New Dougherty boys basketball coach Rufus McDuffie during a voluntary summer practice on Thursday. (Staff Photo … – The Albany Herald

ALBANY — With arms folded, Rufus McDuffie orders several members of his basketball team to the baseline.

He never yells or raises his voice, but when the players run to the other end, touch the opposite baseline and run back, the drill is meant to serve as punishment.

“You know if I didn’t love you, I wouldn’t make you run,” McDuffie tells them. “You have nine seconds and you better not be late.”

Then he turns the team mistake into a teachable moment.

“When the ball is ahead of you on defense, that’s how fast you need to run because you have to catch up,” he said.

After stops at Valdosta High School, Washington County and Walker (Ala.), McDuffie is happy to be back in Southwest Georgia after leading Mitchell-Baker to five state titles and three state runner-up finishes in his coaching career with the Eagles that spanned from 1982-2002.

He will attempt to provide some stability to a Dougherty boys program, becoming the fourth coach in as many years.

McDuffie’s resume commands respect and he has gotten it during voluntary summer workouts.

“He means business,” said Isreal Shead, a starter last season. “We need to respect what he’s trying to do to help us.”

McDuffie’s up-tempo style has been welcomed along with his defensive strategy.

“If you don’t know how to play defense, you won’t be on the floor,” Jamie Williams said.

And the legendary coach has his own rules. On Thursday when a player missed a shot, then yelled profanity, McDuffie seemed irritated. He immediately called the player to the side of the court, asked him to repeat what he said and then told him to give him 20 push-ups.

“I don’t talk that way, so my players aren’t going to either,” McDuffie said.

The Baxley, Ga. native is still in good enough shape to play basketball with his team and still is an avid tennis player. He hopes he can stay at Dougherty for a long time.

“I still enjoy it,” he said. “I think we can compete. I’m looking forward to working hard. As long as I feel good doing it, I’m going to go for a while.”

McDuffie’s approach has been well-received. He spoke positively about former coach Ty Randolph’s system and hopes to continue building the foundation that was started. The Trojans started strong last season before a pair of violations concerning ineligible transfer players forced the program to forfeit 17 of their games.

The Georgia High School Association then banned the school from the playoffs for the 2016-17 season for violations that also included illegal practices. Randolph then resigned after the season.

But Dougherty isn’t looking back. The Trojans are looking forward to seeing where McDuffie’s guidance can take them.

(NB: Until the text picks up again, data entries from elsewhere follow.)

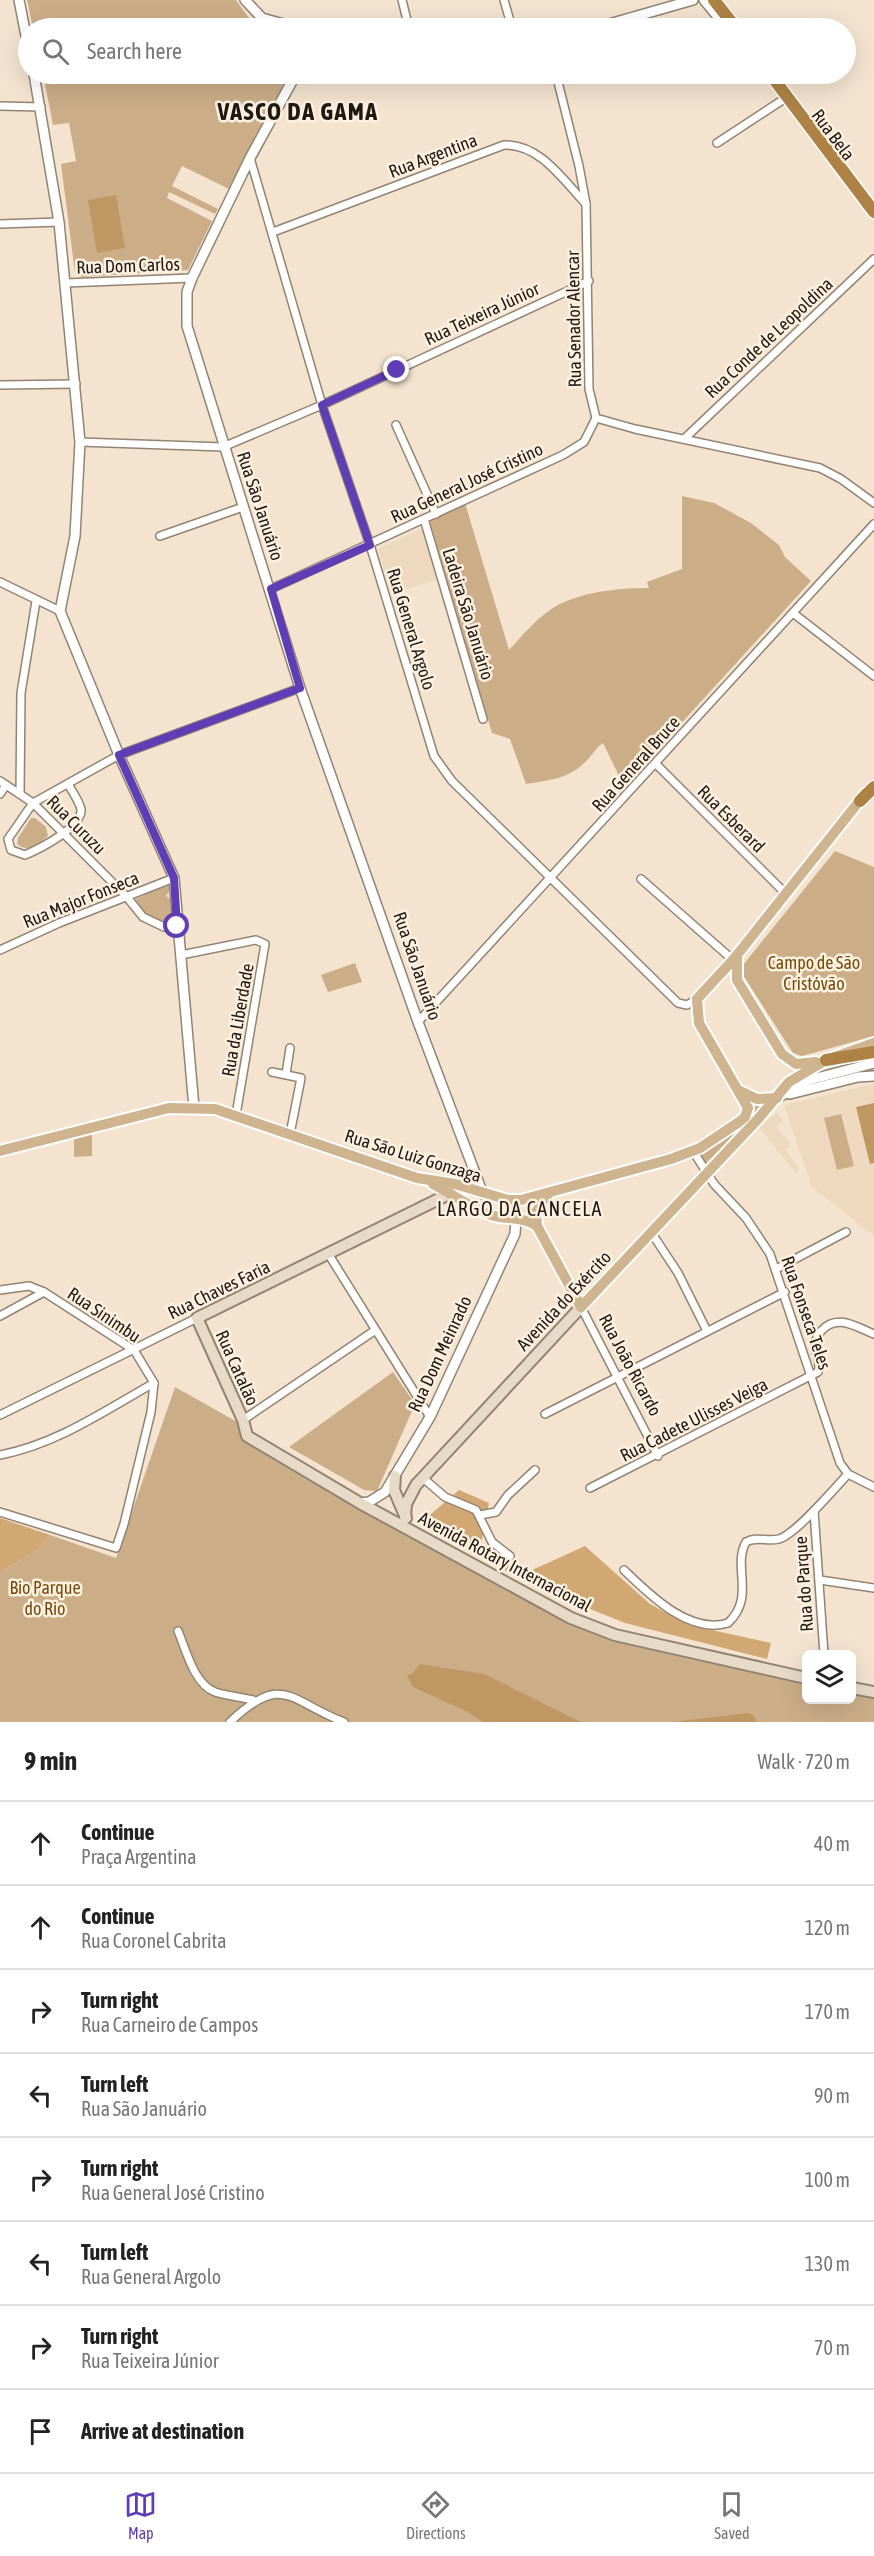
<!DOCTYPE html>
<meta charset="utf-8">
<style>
body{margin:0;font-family:"Asap Condensed",sans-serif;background:#f2f2f2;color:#222}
.controls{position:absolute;right:18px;bottom:18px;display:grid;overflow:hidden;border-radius:9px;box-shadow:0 6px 24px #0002}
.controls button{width:54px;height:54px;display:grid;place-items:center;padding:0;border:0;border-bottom:2px solid #e0e0e0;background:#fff;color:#222;font:30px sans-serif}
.stop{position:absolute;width:18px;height:18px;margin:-14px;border:4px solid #5e3db5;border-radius:50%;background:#fff}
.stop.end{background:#5e3db5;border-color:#fff;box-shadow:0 2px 6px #0008}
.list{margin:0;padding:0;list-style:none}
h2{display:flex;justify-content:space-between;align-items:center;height:78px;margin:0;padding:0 24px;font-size:26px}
h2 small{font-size:20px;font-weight:400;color:#767676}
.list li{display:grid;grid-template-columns:39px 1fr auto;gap:18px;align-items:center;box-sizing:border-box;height:84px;padding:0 24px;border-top:2px solid #e0e0e0}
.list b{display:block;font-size:22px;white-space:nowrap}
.list p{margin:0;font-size:20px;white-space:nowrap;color:#767676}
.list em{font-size:20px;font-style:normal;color:#767676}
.icon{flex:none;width:33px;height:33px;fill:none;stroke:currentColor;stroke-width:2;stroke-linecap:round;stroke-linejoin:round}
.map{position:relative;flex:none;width:874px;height:1722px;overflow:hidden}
.search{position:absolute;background:#fff;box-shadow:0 6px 24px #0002;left:18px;right:18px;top:18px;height:66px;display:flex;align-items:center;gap:15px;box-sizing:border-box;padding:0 21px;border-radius:33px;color:#767676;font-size:22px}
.sheet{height:750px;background:#fff}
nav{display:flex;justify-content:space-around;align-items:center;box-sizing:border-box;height:84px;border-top:2px solid #e0e0e0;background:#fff;font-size:16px;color:#767676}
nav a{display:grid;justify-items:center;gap:3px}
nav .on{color:#5e3db5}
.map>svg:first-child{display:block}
.built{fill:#eed9bf}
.green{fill:#cbae88}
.forest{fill:#d1a874}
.water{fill:#bf9763}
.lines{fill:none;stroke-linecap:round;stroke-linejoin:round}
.minor-casing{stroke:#938472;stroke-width:10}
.tertiary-casing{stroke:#938472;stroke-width:12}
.secondary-casing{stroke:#938472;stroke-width:14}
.primary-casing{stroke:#fff;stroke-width:14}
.motorway-casing{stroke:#fff;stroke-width:15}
.minor{stroke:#fff;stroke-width:7}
.tertiary{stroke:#fff;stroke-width:9}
.secondary{stroke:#e7dac7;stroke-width:10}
.primary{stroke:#ceb48f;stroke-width:10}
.motorway{stroke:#ae8245;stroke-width:12}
.route{stroke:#5e3db5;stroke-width:8}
.labels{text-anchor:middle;stroke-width:5;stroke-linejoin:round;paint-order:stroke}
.street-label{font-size:18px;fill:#201a13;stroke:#fef1e1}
.park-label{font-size:18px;fill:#744d0c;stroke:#fef1e1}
.neighbourhood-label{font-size:20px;letter-spacing:1.5px;fill:#201a13;stroke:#fef1e1}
.district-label{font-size:24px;font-weight:bold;letter-spacing:1.5px;fill:#201a13;stroke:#fef1e1}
</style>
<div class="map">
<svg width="874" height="1722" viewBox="0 0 874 1722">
<rect width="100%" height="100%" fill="#f3e3cf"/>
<g class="built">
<polygon points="422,528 438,580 391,593 378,549"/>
<polygon points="874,1084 874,1236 812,1187 784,1105"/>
<polygon points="776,1113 783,1120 776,1126 789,1142 790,1146 786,1150 799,1169 796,1173 759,1128"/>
</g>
<g class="green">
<polygon points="27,0 236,0 249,18 268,28 33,28"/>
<polygon points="43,74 289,74 229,189 182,166 172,186 218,209 215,214 169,192 167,198 212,221 188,270 82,277 75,273 61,164 76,161 69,123 53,125"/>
<path d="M682,496L714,503L751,523L779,545L785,557L811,581L624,786L603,743C594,749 594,754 587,760C570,779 550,780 526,784L510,739L492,733L429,519L465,503L509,650C523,635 539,615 558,605C586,591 620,588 649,588L647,582L682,569Z"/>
<path d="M31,818H35L46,827L48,836C37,845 30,854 17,844L18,838Z"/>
<polygon points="835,851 874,867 874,1036 802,1056 793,1053 743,975 743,965"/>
<polygon points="167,885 171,889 166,896 172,900 174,911 171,923 156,922 137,909 136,899"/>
<polygon points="355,963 362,982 328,992 321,975"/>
<polygon points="757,1102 764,1103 750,1121 705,1164 700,1155 749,1120"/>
<polygon points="841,1114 854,1166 837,1170 824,1118"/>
<polygon points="74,1133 92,1133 92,1156 74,1157"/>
<polygon points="393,1372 415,1404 377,1491 364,1490 289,1447"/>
<polygon points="175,1387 239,1423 244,1436 394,1527 573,1625 598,1635 806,1682 806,1700 852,1700 852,1692 874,1697 874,1722 0,1722 0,1572 38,1550 50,1535 116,1558"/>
</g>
<g class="forest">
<polygon points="459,1490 489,1503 481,1543 530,1571 585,1546 650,1604 689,1625 771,1643 767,1659 625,1623 533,1586 426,1525 430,1515"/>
<polygon points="0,1518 50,1535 38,1550 0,1572"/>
</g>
<g class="water">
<polygon points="116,195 125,248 97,253 88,200"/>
<polygon points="874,1103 874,1163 870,1164 856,1107"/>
<polygon points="420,1664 484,1674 581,1722 483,1722 468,1712 413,1687 407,1675 412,1674"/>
<polygon points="747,1713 753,1715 757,1722 673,1722"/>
</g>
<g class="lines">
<defs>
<g id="minor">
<polyline points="402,0 409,28"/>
<polyline points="504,0 512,28"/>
<polyline points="556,74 579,166 586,204 589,389 596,418"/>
<polyline points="0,106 41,107"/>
<polyline points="717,143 784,99"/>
<polyline points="250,158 322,405 370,545 434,756 452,781 678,1003 687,1005 697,999"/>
<polyline points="0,224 59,222"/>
<path d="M273,232L504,145C540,144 563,180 586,204"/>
<polyline points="66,283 192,278"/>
<polyline points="0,385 76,384"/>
<polyline points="596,418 635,429 820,468 841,479 874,503"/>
<polyline points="396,425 436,514"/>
<polyline points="684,439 874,259"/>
<polyline points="80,442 223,447 322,405 589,281"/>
<polyline points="424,519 483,719"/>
<polyline points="160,536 243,507"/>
<polyline points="0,582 60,611"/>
<polyline points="271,589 563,455 584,442 596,418"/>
<polyline points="793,613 874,676"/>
<polyline points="656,764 786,894"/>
<polyline points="0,781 33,803 126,896 143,917 164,927 177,926"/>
<path d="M68,784C72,791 79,801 81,809C83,827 39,849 25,855L11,850L8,839L33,803L119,755L300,688"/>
<polyline points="0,794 6,785"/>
<polyline points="20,794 21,693 36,601"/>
<polyline points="641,879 733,960"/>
<polyline points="0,950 59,923 174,878"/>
<polyline points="181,955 256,940 265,944 236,1115"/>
<polyline points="418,1022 874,524"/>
<polyline points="272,1072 301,1078 290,1134"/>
<polyline points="286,1074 290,1048"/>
<polyline points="693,1151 714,1184 746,1218 770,1254 840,1463 848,1474 874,1487"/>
<polyline points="651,1232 678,1273 707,1331"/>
<polyline points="329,1255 430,1417"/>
<polyline points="776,1269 846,1232"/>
<polyline points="0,1290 29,1286 44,1292 134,1350 154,1383 151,1412 124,1524 116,1548 0,1512"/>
<polyline points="581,1307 658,1456"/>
<polyline points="0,1316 44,1292"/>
<polyline points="545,1414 785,1292"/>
<polyline points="0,1415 197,1318"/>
<polyline points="243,1420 374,1331"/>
<path d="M0,1455C57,1444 104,1411 154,1383"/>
<polyline points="423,1478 445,1497 476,1510 492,1542 510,1556"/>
<path d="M590,1488L818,1372C822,1361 815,1355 815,1344C816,1339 818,1335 821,1331C837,1313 856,1327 874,1334"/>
<polyline points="814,1511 824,1654"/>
<polyline points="480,1515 496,1512 508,1495 535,1470"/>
<path d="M624,1570C649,1594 689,1635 728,1623C756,1597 732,1567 746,1542C757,1536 767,1542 779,1539C796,1534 834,1489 848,1474"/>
<polyline points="820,1580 874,1588"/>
<path d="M178,1631C186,1650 194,1684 215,1692C227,1696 241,1697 253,1700"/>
<path d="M230,1722C284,1671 290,1702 344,1722"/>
</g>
<g id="tertiary">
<polyline points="19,0 28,46"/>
<polyline points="245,0 262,18 298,28"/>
<polyline points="704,0 727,28"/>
<polyline points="595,28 693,0"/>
<polyline points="34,74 59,222 80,442 75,536 60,611 119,755 174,878 194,1108"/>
<polyline points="296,74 250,158 192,278 187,292 187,326 300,688 418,1022 483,1194"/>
<polyline points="790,1094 858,1077 874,1076"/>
<polyline points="779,1097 809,1080 874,1063"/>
<polyline points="360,1503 369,1502 385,1492 430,1417 515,1234 516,1218 508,1200"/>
</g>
<g id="secondary">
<polyline points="451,1193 197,1318 243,1420 247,1436 360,1503 571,1618 615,1635 806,1678"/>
<polyline points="395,1476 394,1490 406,1518"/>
<polyline points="405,1517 406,1504 416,1485 581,1307"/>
<polyline points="852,1688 874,1692"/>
</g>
<g id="primary">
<polyline points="737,955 737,980 782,1054 796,1064 816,1062"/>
<polyline points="740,1091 757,1099 777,1098"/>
<polyline points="0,1151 169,1108 215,1109 417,1178 455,1184 508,1200 521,1200 671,1159 700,1148 739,1122 745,1117 748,1108 699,1023 697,999 733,960 865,794"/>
<path d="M433,1184C452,1194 471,1208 491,1215C507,1220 523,1216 537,1226"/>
<polyline points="549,1193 536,1212 537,1226 581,1307 758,1119 789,1082 826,1060 874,1043"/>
</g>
<g id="motorway">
<polyline points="714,0 736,28"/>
<polyline points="770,74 874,212"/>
<polyline points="860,801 874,787"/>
<polyline points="826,1060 874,1052"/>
</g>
</defs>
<use href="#minor" class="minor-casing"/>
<use href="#tertiary" class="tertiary-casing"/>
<use href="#secondary" class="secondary-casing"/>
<use href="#primary" class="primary-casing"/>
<use href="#motorway" class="motorway-casing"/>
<use href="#minor" class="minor"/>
<use href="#tertiary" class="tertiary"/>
<use href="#secondary" class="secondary"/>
<use href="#primary" class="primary"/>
<use href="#motorway" class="motorway"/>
</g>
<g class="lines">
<polyline class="route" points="177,926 174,878 119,755 300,688 271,589 370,545 322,405 397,370"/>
</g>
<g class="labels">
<g class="street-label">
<text transform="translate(833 135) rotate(53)" y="6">Rua Bela</text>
<text transform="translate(433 156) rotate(-21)" y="6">Rua Argentina</text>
<text transform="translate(128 266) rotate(-2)" y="6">Rua Dom Carlos</text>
<text transform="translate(482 314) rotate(-25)" y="6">Rua Teixeira Júnior</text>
<text transform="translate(574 319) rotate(-91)" y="6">Rua Senador Alencar</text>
<text transform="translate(769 338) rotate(-43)" y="6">Rua Conde de Leopoldina</text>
<text transform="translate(467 483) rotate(-25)" y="6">Rua General José Cristino</text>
<text transform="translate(260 506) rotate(72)" y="6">Rua São Januário</text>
<text transform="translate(468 614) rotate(73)" y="6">Ladeira São Januário</text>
<text transform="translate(411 629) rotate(73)" y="6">Rua General Argolo</text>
<text transform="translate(636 764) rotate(-48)" y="6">Rua General Bruce</text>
<text transform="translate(731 819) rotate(45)" y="6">Rua Esberard</text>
<text transform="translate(76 825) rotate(45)" y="6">Rua Curuzu</text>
<text transform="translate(81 900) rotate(-22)" y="6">Rua Major Fonseca</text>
<text transform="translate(417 966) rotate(71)" y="6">Rua São Januário</text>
<text transform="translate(238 1020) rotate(-80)" y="6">Rua da Liberdade</text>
<text transform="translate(413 1156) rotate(17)" y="6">Rua São Luiz Gonzaga</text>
<text transform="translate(219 1290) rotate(-26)" y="6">Rua Chaves Faria</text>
<text transform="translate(564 1301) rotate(-47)" y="6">Avenida do Exército</text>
<text transform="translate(806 1313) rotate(71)" y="6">Rua Fonseca Teles</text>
<text transform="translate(104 1315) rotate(34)" y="6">Rua Sinimbu</text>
<text transform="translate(440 1354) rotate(-65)" y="6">Rua Dom Meinrado</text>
<text transform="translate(630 1365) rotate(62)" y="6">Rua João Ricardo</text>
<text transform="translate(237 1368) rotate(66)" y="6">Rua Catalão</text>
<text transform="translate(694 1420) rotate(-27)" y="6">Rua Cadete Ulisses Veiga</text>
<text transform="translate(505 1562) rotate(28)" y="6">Avenida Rotary Internacional</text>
<text transform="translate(804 1584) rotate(-94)" y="6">Rua do Parque</text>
</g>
<g class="park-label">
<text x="814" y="969">Campo de São<tspan x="814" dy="21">Cristóvão</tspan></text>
<text x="45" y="1594">Bio Parque<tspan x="45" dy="21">do Rio</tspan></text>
</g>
<g class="neighbourhood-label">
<text x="520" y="1216">LARGO DA CANCELA</text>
</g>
<g class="district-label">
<text x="298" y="120">VASCO DA GAMA</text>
</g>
</g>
</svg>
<div class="controls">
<button><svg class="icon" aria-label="layers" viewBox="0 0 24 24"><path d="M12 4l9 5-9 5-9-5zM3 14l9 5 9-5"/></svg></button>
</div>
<div class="stop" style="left:177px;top:926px"></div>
<div class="stop end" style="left:397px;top:370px"></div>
<div class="search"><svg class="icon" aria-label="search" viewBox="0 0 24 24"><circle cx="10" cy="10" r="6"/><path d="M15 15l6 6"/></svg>Search here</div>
</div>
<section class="sheet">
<h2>9 min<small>Walk · 720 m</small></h2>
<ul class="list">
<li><svg class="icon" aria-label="ahead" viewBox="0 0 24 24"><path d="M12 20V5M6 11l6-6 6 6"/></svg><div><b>Continue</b><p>Praça Argentina</p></div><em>40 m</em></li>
<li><svg class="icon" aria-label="ahead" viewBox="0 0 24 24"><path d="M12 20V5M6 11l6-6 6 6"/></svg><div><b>Continue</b><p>Rua Coronel Cabrita</p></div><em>120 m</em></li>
<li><svg class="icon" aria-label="right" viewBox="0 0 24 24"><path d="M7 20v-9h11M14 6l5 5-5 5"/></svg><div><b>Turn right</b><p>Rua Carneiro de Campos</p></div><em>170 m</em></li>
<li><svg class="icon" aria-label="left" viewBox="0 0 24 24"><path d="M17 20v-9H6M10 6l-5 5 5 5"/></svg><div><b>Turn left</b><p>Rua São Januário</p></div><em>90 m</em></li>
<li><svg class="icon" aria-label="right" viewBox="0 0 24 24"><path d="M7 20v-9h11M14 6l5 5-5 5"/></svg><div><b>Turn right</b><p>Rua General José Cristino</p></div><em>100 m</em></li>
<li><svg class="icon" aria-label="left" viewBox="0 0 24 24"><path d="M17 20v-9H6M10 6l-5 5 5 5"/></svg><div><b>Turn left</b><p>Rua General Argolo</p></div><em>130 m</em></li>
<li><svg class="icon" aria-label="right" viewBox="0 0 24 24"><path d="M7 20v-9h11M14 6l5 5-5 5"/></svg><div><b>Turn right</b><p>Rua Teixeira Júnior</p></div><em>70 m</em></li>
<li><svg class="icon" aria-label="arrive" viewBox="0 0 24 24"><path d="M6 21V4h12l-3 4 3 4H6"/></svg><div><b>Arrive at destination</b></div></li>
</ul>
</section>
<nav>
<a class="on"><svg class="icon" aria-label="map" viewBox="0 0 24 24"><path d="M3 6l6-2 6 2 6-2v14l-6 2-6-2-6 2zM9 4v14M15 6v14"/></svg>Map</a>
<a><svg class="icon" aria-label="directions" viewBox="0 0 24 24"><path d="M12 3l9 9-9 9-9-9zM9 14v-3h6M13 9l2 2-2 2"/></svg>Directions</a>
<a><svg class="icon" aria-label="saved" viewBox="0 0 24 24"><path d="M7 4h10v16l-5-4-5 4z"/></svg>Saved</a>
</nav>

“He’s experienced,” Dralandius Davis said. “We know where we want to go and we’re hoping he can take us there.”

McDuffie started at Dougherty on April 4 and already knows the player’s names. After two weeks of summer workouts, he has been pleased with what he has seen.

“These guys are learning how we want to play,” McDuffie said. “When they learn how we want to do things, we’ll be able to compete.”